* _WORK REQUIRED_
Output must match the data below exactly from its first line through the line that contains "Task: Transcribe the", with no other line.

* _DATA EXTRACT_
———
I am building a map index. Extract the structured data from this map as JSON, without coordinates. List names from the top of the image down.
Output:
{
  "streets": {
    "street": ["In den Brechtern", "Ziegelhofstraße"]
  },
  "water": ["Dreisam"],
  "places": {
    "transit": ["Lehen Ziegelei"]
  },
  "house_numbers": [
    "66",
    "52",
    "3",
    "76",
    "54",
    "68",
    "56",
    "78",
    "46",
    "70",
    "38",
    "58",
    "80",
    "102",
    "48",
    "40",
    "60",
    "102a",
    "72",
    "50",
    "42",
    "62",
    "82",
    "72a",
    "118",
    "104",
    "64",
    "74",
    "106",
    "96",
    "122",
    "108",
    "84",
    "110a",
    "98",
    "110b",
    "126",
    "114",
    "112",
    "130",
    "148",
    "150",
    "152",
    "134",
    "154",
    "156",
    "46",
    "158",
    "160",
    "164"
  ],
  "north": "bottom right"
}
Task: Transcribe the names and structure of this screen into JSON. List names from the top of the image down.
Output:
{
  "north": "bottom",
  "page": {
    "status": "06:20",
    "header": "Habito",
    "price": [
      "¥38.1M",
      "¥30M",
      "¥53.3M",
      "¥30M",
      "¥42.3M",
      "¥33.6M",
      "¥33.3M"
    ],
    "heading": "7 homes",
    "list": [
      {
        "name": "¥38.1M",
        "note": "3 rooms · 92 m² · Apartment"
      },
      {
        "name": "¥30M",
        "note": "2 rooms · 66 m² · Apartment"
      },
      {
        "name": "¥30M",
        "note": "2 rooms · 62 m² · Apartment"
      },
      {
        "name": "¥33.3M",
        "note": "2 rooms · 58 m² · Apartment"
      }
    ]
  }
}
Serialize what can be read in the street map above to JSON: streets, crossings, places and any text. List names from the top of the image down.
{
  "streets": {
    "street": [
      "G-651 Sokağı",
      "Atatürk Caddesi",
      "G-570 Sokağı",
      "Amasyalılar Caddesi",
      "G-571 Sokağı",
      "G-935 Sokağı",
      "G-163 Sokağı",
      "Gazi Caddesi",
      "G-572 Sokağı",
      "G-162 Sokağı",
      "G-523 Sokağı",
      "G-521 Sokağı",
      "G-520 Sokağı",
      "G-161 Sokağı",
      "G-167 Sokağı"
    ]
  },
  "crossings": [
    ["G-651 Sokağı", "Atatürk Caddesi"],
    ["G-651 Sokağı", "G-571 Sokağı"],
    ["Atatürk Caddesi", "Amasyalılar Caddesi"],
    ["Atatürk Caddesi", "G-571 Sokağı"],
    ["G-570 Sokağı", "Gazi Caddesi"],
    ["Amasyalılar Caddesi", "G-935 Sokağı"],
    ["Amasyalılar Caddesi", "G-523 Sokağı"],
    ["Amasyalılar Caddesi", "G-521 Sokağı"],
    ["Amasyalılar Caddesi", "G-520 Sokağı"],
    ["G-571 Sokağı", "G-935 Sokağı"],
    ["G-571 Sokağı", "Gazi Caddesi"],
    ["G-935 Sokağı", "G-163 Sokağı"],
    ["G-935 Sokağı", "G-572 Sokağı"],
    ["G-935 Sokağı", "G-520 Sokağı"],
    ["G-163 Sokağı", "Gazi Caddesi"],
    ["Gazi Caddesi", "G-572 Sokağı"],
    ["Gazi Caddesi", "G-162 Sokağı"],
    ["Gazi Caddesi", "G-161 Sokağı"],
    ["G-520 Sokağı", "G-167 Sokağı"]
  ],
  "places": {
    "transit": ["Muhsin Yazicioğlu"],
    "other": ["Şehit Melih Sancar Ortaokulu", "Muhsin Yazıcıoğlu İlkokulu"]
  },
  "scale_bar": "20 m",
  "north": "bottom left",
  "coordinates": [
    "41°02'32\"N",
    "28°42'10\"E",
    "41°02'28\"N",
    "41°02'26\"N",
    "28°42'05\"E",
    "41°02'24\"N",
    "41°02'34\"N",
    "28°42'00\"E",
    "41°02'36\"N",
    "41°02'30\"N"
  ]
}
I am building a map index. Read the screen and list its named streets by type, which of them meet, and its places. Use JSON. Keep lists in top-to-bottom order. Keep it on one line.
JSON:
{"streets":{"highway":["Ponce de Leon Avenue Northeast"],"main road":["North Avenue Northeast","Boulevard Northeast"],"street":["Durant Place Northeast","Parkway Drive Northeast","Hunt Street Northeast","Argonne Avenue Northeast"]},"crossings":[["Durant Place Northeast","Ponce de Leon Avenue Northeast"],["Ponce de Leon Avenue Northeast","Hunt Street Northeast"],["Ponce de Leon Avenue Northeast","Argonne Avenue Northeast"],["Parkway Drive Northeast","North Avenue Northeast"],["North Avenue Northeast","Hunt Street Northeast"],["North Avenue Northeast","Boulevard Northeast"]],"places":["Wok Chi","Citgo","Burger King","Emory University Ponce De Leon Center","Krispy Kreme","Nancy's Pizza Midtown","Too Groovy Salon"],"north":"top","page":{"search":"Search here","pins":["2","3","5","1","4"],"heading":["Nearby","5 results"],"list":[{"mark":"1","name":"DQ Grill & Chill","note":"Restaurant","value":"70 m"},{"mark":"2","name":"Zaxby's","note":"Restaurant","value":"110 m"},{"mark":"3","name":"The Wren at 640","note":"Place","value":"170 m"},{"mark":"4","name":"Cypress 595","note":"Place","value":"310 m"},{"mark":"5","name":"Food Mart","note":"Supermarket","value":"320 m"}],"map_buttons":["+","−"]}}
———
* _ANSWER_
I am building a map index. Extract the structured data from this map as JSON, without coordinates. List names from the top of the image down.
Output:
{
  "streets": {
    "street": ["In den Brechtern", "Ziegelhofstraße"]
  },
  "water": ["Dreisam"],
  "places": {
    "transit": ["Lehen Ziegelei"]
  },
  "house_numbers": [
    "66",
    "52",
    "3",
    "76",
    "54",
    "68",
    "56",
    "78",
    "46",
    "70",
    "38",
    "58",
    "80",
    "102",
    "48",
    "40",
    "60",
    "102a",
    "72",
    "50",
    "42",
    "62",
    "82",
    "72a",
    "118",
    "104",
    "64",
    "74",
    "106",
    "96",
    "122",
    "108",
    "84",
    "110a",
    "98",
    "110b",
    "126",
    "114",
    "112",
    "130",
    "148",
    "150",
    "152",
    "134",
    "154",
    "156",
    "46",
    "158",
    "160",
    "164"
  ],
  "north": "bottom right"
}
Task: Transcribe the names and structure of this screen into JSON. List names from the top of the image down.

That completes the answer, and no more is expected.